Thomas Wilson was very much a man of his time.
Born to a prosperous but undistinguished family of the Lincolnshire
gentry in 1523 or 1524, he went to Eton, then to King's College, Cambridge, taking his
M. A. in 1549. At Cambridge he studied Greek with Sir John Cheke, leading "Grecian" of the time, and
developed lifelong friendships with several men who would later become
prominent courtiers and humanists, notably Thomas Smith (later to write De
and Roger Ascham (who later wrote The Scholemaster).
In the 1550's Wilson
accepted an appointment as tutor to the sons of Katherine, Duchess of
Suffolk, member of the important Willoughby
family of Wilson's native Lincolnshire. Her deceased husband was
Charles Brandon, the intimate friend of Henry VIII. While in her service Wilson formed enduring connections with influential men
in the Protestant circles at court, particularly Sir Edward Dymock and William Cecil, a member of the privy council
who later, as Lord Burleigh, would become the most powerful of Elizabeth's courtiers.
In 1551 Wilson published the first book on logic ever written in English (The
Rule of Reason), and in 1553 he brought out The Art of Rhetoric,
dedicating it to John Dudley, Earl of Warwick, heir to the staunchly
Protestant Duke of Northumberland, who effectively ruled England during the
sad last years of the dying boy-king Edward VI.
With the accession of the Catholic Mary, Wilson left England
There he spent the next five years studying civil law and engaging in enough
Protestant intrigue to be imprisoned (and possibly tortured) by the
inquisition, though in August of 1559 he was able to escape during an
anti-Dominican riot after the death of Pope Paul IV. He took refuge in Ferrara, where he
received a doctorate in law in November, 1559.
In 1560, with Elizabeth on the throne and the
Earl of Leicester (brother of Wilson's late
patron, John Dudley) in ascendancy at court, Wilson
returned to London.
He was soon appointed to remunerative and responsible positions in the
government. In 1561 he became the master of St. Katherine's Hospital in the Tower of London, and later that year he was
appointed to the much more responsible position as a master (i.e., a judge)

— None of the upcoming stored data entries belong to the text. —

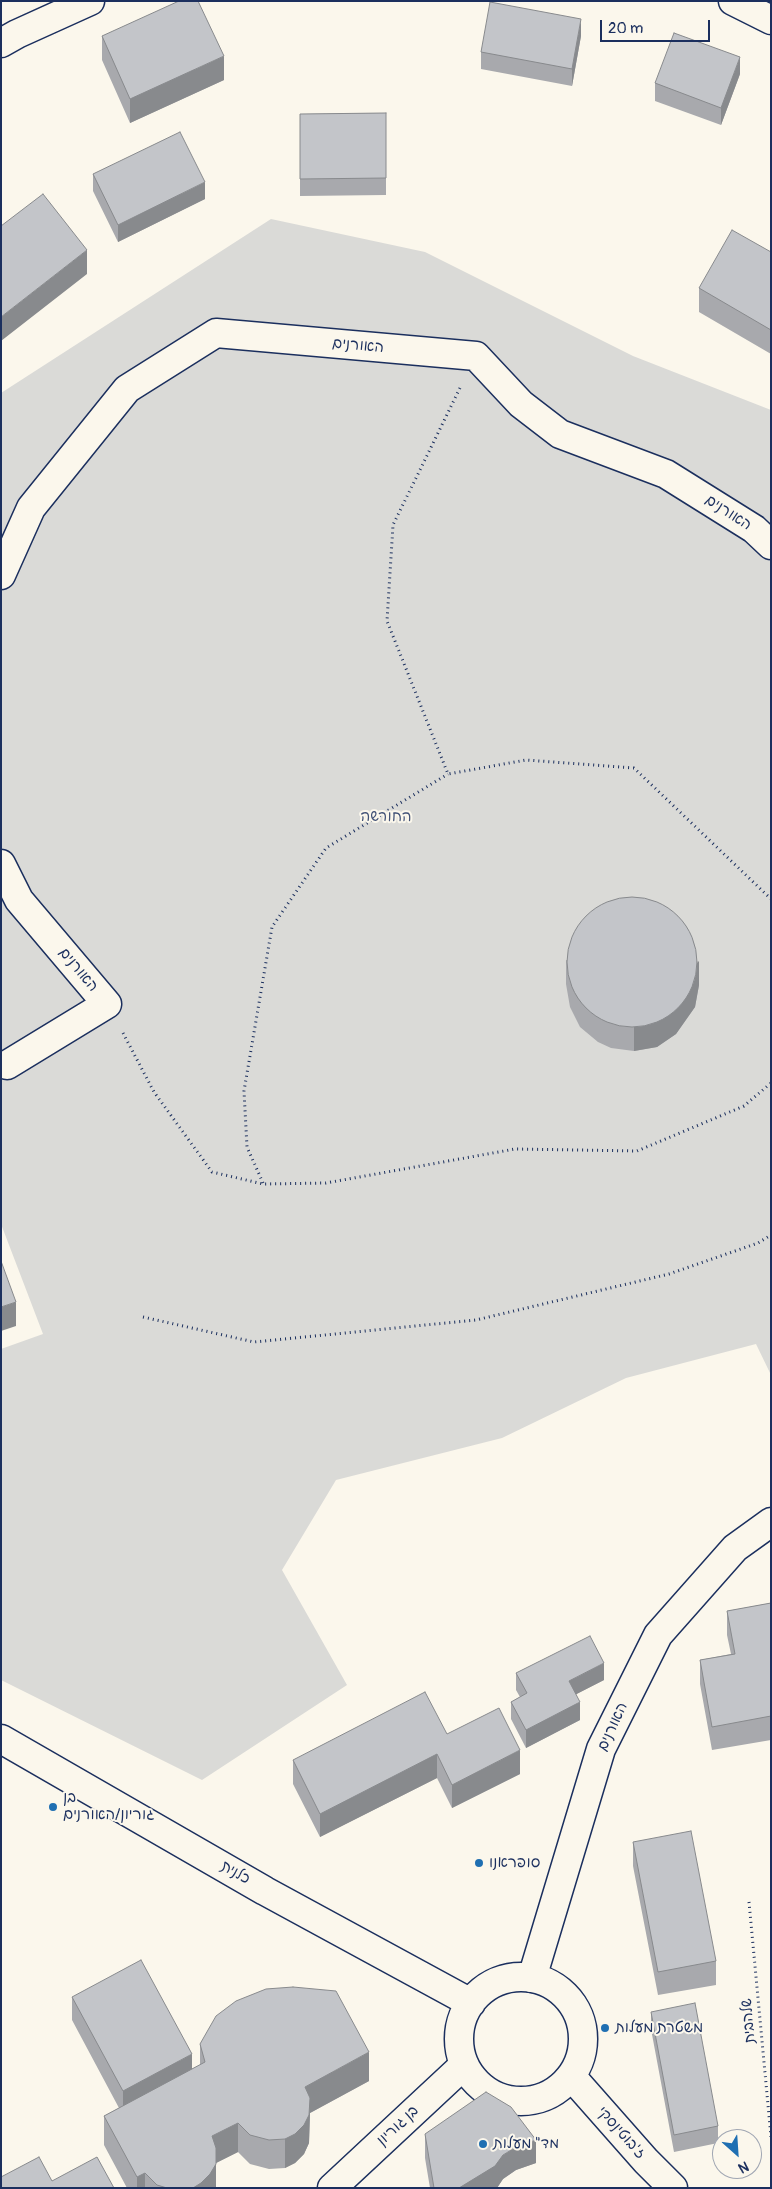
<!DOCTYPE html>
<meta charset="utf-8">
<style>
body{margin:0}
#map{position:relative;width:772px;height:2189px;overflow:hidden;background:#fbf7ec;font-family:Pangolin,sans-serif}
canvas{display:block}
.frame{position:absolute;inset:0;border:2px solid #1b2f5e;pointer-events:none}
.north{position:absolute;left:712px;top:2129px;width:50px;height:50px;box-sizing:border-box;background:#fbf7ec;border:1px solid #a1a7b3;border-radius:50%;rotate:154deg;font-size:14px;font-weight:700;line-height:20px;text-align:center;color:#1b2f5e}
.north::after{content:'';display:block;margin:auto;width:18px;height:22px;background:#1f6fb2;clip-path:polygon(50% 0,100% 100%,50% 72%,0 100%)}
.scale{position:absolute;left:600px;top:20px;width:110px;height:22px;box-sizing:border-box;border:2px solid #1b2f5e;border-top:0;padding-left:6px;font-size:15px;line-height:18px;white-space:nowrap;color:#1b2f5e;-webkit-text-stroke:4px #fbf7ec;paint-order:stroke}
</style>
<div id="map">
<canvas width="772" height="2189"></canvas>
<div class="frame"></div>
<div class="north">N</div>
<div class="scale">20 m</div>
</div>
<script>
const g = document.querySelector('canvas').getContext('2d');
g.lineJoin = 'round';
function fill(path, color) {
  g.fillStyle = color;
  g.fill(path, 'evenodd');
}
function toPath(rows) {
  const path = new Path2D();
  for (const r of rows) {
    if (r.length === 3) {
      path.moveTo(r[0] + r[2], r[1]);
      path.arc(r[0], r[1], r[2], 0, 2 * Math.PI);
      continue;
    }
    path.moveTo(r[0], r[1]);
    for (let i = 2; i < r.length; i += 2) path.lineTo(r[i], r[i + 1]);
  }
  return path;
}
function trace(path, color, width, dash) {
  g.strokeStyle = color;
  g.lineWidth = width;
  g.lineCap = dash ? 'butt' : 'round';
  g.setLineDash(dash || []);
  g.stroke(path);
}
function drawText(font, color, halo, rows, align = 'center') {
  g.font = font + ' Pangolin,"Playpen Sans Hebrew",sans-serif';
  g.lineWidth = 4;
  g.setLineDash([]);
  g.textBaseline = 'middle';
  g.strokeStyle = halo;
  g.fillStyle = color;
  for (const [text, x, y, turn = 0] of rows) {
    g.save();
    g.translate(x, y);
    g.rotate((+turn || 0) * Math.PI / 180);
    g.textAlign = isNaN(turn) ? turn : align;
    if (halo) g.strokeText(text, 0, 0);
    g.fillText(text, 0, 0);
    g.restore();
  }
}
fill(toPath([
 [271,219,425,252,633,356,771,410,771,1375,756,1344,626,1378,502,1438,336,1480,282,1570,347,1685,202,1780,1,1680,1,1349,43,1334,1,1224,1,393]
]), '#dadad7');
const street = toPath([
 [733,1,771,20],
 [1,43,17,34,90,1],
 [1,575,31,508,127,389,216,333,476,356,521,404,560,434,666,474,754,529,771,545],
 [1,864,19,900,107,1004,7,1065],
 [532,1978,601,1749,658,1635,735,1548,771,1522],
 [332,2188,464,2065]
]);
const secondary = toPath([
 [1,1739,265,1891,471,2003],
 [521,2039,62],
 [571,2076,646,2161,673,2188]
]);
trace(street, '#1b2f5e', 31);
trace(secondary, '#1b2f5e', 31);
trace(toPath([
 [460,388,393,525,387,621,448,774,526,760,634,768,771,899],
 [123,1033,154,1092,212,1172,263,1184,326,1183,515,1149,637,1151,744,1106,771,1083],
 [263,1183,247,1147,244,1091,272,927,326,848,448,774],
 [143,1317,254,1342,476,1320,669,1274,758,1243,771,1235],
 [749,1902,771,2137]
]), '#1b2f5e', 3, [1, 4]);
trace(street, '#fbf7ec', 28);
trace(secondary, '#fbf7ec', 28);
fill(toPath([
 [102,36,224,80,130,123,102,60],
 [581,36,572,86,481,69,481,52],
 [740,74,721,125,655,101,655,83],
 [386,113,386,195,300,196,300,114],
 [93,174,205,199,118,242,93,191],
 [771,252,771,354,699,312,699,288],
 [566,960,699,985,695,1007,676,1034,657,1047,634,1051,611,1048,598,1042,580,1027,570,1007,566,984],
 [771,1603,771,1740,712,1750,700,1684,700,1660,731,1654,727,1635,727,1611],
 [516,1673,604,1680,576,1694,580,1720,526,1748,511,1719,511,1702,520,1697,516,1690],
 [447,1734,520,1774,452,1808,437,1778,320,1837,293,1784,293,1760],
 [633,1842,716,1961,716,1985,658,1995,633,1866],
 [72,1997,192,2069,200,2065,200,2044,369,2081,310,2113,309,2143,304,2154,295,2163,285,2168,269,2169,250,2164,238,2152,216,2163,216,2188,127,2188,104,2145,104,2116,119,2108,72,2020],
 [651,2012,718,2126,718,2143,674,2152,651,2029],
 [425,2134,536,2163,516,2170,503,2179,497,2188,430,2188,425,2158]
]), '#a8a9ad');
fill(toPath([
 [581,19,581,36,572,86,572,69],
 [224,56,224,80,130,123,130,99],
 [740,57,740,74,721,125,721,108],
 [205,182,205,199,118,242,118,225],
 [87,250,87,274,1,341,1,317],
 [699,961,699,985,695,1007,676,1034,657,1047,634,1051,634,1027],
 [16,1302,16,1326,1,1331,1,1307],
 [604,1663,604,1680,569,1698,569,1681],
 [580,1702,580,1720,526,1748,526,1730],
 [520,1750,520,1774,452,1808,452,1785],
 [437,1754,437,1778,320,1837,320,1814],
 [369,2052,369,2081,310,2113,309,2143,304,2154,295,2163,285,2168,285,2139,305,2087],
 [192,2054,192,2078,123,2115,123,2091],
 [238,2123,238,2152,212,2165,212,2136],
 [536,2140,536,2163,516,2170,503,2179,497,2188,459,2188,503,2155,516,2147],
 [216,2164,216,2188,193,2188],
 [145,2173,145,2188,137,2188,137,2177]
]), '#888a8d');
const building = toPath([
 [179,1,198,1,224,56,130,99,102,36,179,1],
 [490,2,581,19,572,69,481,52,490,2],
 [674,33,740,57,721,108,655,83,674,33],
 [386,113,386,178,300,179,300,114,386,113],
 [180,132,205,182,118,225,93,174,180,132],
 [43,194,87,250,1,317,1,226,43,194],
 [732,230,771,252,771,330,699,288,732,230],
 [632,962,65],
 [1,1261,16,1302,1,1307,1,1261],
 [771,1603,771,1716,712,1727,700,1660,735,1654,727,1611,771,1603],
 [590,1636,604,1663,569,1681,580,1702,526,1730,511,1702,527,1693,516,1673,590,1636],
 [425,1692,447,1734,499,1708,520,1750,452,1785,437,1754,320,1814,293,1760,425,1692],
 [691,1831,716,1961,658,1972,633,1842,691,1831],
 [141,1960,192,2054,123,2091,72,1997,141,1960],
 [293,1987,336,1991,369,2052,305,2087,310,2098,309,2115,304,2125,295,2134,285,2139,269,2140,250,2135,238,2123,212,2136,216,2148,216,2164,210,2174,201,2183,193,2188,167,2188,157,2185,145,2173,137,2177,104,2116,205,2062,200,2044,216,2016,236,2001,266,1989,293,1987],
 [695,2003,718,2126,674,2135,651,2012,695,2003],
 [486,2092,511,2107,536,2140,516,2147,503,2155,495,2166,459,2188,434,2188,425,2134,486,2092],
 [39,2157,52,2181,97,2157,114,2188,1,2188,1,2177,39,2157]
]);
fill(building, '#c3c5c9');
trace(building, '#888a8d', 1);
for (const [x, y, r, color] of [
 [53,1807,5,"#1f6fb2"],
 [479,1863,5,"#1f6fb2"],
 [605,2028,5,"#1f6fb2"],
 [483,2144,5,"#1f6fb2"]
]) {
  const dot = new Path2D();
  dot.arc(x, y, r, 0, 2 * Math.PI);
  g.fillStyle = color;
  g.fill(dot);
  trace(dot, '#fbf7ec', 2);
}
drawText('15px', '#1b2f5e', '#fbf7ec', [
 ["האורנים",358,346,5],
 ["האורנים",728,513,33],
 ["האורנים",78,970,50],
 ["האורנים",613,1727,-65],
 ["כלנית",235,1873,30],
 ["שלהבית",749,2021,-95],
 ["בן גוריון",398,2126,-43],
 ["ז'בוטינסקי",621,2133,48]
]);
drawText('15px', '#415176', '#fbf7ec', [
 ["החורשה",386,817]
]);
drawText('15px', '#1b2f5e', '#fbf7ec', [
 ["בן",63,1798],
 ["גוריון/האורנים",63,1815],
 ["סופראנו",489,1863],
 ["משטרת מעלות",615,2028],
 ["מד\" מעלות",493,2144]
], 'left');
</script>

in the Court of Requests, one of the new Tudor equity courts that relied
heavily on civil law procedures.
Throughout the 1560's and 1570's, Wilson served in various diplomatic capacities,
primarily in Spain and Portugal,
then later in the Spanish Netherlands. He came to be the crown's recognized
authority on Portuguese affairs. During this time, he also finished the first
English translation of Demosthenes (The Three Orations of Demosthenes,
Chief Orator Among the Grecians, in Favor of the Olynthians
. . . With Those His Four Orations . . . Against King Philip of Macedonie, London, 1570), which he had begun while he
was residing with Cheke in Padua during 1556. He
also completed two significant treatises on politics, both of them intended
for the ears of the Dudley circle and the
privy council. "A Discourse touching the Kingdom's Perils with their
Remedies" was never printed, but his Discourse Upon Usury was
published in 1572, though completed several years earlier.
During the early 1570's he was entrusted with the
important but unpleasant task of prosecuting traitors. He spent much of 1571
living in the Tower, preparing the case against the Duke of Norfolk,
including racking two of the duke's servants. He examined a number of those
implicated in the Ridolfi plot in 1572, and he was
among those sent to examine Mary, Queen of Scots, about her role in the
conspiracy. He sat in several Parliaments during the 1560's and 1570's, and
in 1577 he succeeded his friend Sir Thomas Smith as the queen's secretary.
Though overshadowed by the queen's other secretary, the redoubtable Walsingham, Wilson
remained an active participant on the Privy Council for the rest of his life.
Though a client of Leicester and generally a supporter of aggressively
Protestant causes (such as active intervention in the Low
Countries during the revolution against the Spanish Hapsburgs),
he tempered that allegiance with a conciliatory attitude toward Burleigh's
more pacific and conservative policies. Appointed a lay dean of Durham
Cathedral in 1579, he died at St. Katherine's Hospital on 20 May, 1581, and
was buried in St. Katherine's Church.